* **Exercise**:
From the first line to the last, give the data again exactly.

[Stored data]
□ □ □ □ □ □ □

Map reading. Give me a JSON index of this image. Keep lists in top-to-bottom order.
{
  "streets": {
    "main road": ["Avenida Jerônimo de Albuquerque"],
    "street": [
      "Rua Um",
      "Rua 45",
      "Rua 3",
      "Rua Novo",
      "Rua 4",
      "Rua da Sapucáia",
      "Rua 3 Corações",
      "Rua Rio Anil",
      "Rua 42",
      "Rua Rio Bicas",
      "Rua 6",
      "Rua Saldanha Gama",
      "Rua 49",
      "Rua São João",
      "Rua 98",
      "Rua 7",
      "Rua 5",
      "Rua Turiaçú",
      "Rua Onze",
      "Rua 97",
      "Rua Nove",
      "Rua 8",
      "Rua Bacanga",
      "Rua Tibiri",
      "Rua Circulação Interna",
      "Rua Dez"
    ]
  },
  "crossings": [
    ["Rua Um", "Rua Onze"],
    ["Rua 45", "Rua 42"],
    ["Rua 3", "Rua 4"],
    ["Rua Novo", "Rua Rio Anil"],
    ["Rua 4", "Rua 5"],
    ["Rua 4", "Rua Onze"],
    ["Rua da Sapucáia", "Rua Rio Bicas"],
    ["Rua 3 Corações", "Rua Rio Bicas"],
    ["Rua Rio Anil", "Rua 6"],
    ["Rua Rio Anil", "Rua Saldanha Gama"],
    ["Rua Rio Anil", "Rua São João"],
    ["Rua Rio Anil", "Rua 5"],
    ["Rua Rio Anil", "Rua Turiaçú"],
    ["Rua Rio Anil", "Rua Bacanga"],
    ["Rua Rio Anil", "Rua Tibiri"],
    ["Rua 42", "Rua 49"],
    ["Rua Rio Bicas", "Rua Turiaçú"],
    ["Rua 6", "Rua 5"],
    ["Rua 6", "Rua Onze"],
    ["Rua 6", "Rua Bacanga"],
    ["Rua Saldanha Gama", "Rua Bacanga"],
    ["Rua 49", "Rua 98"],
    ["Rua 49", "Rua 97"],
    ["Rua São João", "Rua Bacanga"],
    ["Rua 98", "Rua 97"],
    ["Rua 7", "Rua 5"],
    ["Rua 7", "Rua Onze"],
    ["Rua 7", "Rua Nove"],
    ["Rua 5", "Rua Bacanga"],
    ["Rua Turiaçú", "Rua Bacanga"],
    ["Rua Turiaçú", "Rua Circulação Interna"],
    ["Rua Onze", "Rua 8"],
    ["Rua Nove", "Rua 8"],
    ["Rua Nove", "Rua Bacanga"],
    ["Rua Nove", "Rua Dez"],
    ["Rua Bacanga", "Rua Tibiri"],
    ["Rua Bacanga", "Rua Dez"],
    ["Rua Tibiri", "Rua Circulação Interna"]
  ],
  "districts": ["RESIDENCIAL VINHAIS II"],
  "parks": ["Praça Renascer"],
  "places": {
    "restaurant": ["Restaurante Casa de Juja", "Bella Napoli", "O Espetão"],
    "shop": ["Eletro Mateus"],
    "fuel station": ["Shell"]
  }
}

□ □ □ □ □ □ □

* **Answer for the task**:
Map reading. Give me a JSON index of this image. Keep lists in top-to-bottom order.
{
  "streets": {
    "main road": ["Avenida Jerônimo de Albuquerque"],
    "street": [
      "Rua Um",
      "Rua 45",
      "Rua 3",
      "Rua Novo",
      "Rua 4",
      "Rua da Sapucáia",
      "Rua 3 Corações",
      "Rua Rio Anil",
      "Rua 42",
      "Rua Rio Bicas",
      "Rua 6",
      "Rua Saldanha Gama",
      "Rua 49",
      "Rua São João",
      "Rua 98",
      "Rua 7",
      "Rua 5",
      "Rua Turiaçú",
      "Rua Onze",
      "Rua 97",
      "Rua Nove",
      "Rua 8",
      "Rua Bacanga",
      "Rua Tibiri",
      "Rua Circulação Interna",
      "Rua Dez"
    ]
  },
  "crossings": [
    ["Rua Um", "Rua Onze"],
    ["Rua 45", "Rua 42"],
    ["Rua 3", "Rua 4"],
    ["Rua Novo", "Rua Rio Anil"],
    ["Rua 4", "Rua 5"],
    ["Rua 4", "Rua Onze"],
    ["Rua da Sapucáia", "Rua Rio Bicas"],
    ["Rua 3 Corações", "Rua Rio Bicas"],
    ["Rua Rio Anil", "Rua 6"],
    ["Rua Rio Anil", "Rua Saldanha Gama"],
    ["Rua Rio Anil", "Rua São João"],
    ["Rua Rio Anil", "Rua 5"],
    ["Rua Rio Anil", "Rua Turiaçú"],
    ["Rua Rio Anil", "Rua Bacanga"],
    ["Rua Rio Anil", "Rua Tibiri"],
    ["Rua 42", "Rua 49"],
    ["Rua Rio Bicas", "Rua Turiaçú"],
    ["Rua 6", "Rua 5"],
    ["Rua 6", "Rua Onze"],
    ["Rua 6", "Rua Bacanga"],
    ["Rua Saldanha Gama", "Rua Bacanga"],
    ["Rua 49", "Rua 98"],
    ["Rua 49", "Rua 97"],
    ["Rua São João", "Rua Bacanga"],
    ["Rua 98", "Rua 97"],
    ["Rua 7", "Rua 5"],
    ["Rua 7", "Rua Onze"],
    ["Rua 7", "Rua Nove"],
    ["Rua 5", "Rua Bacanga"],
    ["Rua Turiaçú", "Rua Bacanga"],
    ["Rua Turiaçú", "Rua Circulação Interna"],
    ["Rua Onze", "Rua 8"],
    ["Rua Nove", "Rua 8"],
    ["Rua Nove", "Rua Bacanga"],
    ["Rua Nove", "Rua Dez"],
    ["Rua Bacanga", "Rua Tibiri"],
    ["Rua Bacanga", "Rua Dez"],
    ["Rua Tibiri", "Rua Circulação Interna"]
  ],
  "districts": ["RESIDENCIAL VINHAIS II"],
  "parks": ["Praça Renascer"],
  "places": {
    "restaurant": ["Restaurante Casa de Juja", "Bella Napoli", "O Espetão"],
    "shop": ["Eletro Mateus"],
    "fuel station": ["Shell"]
  }
}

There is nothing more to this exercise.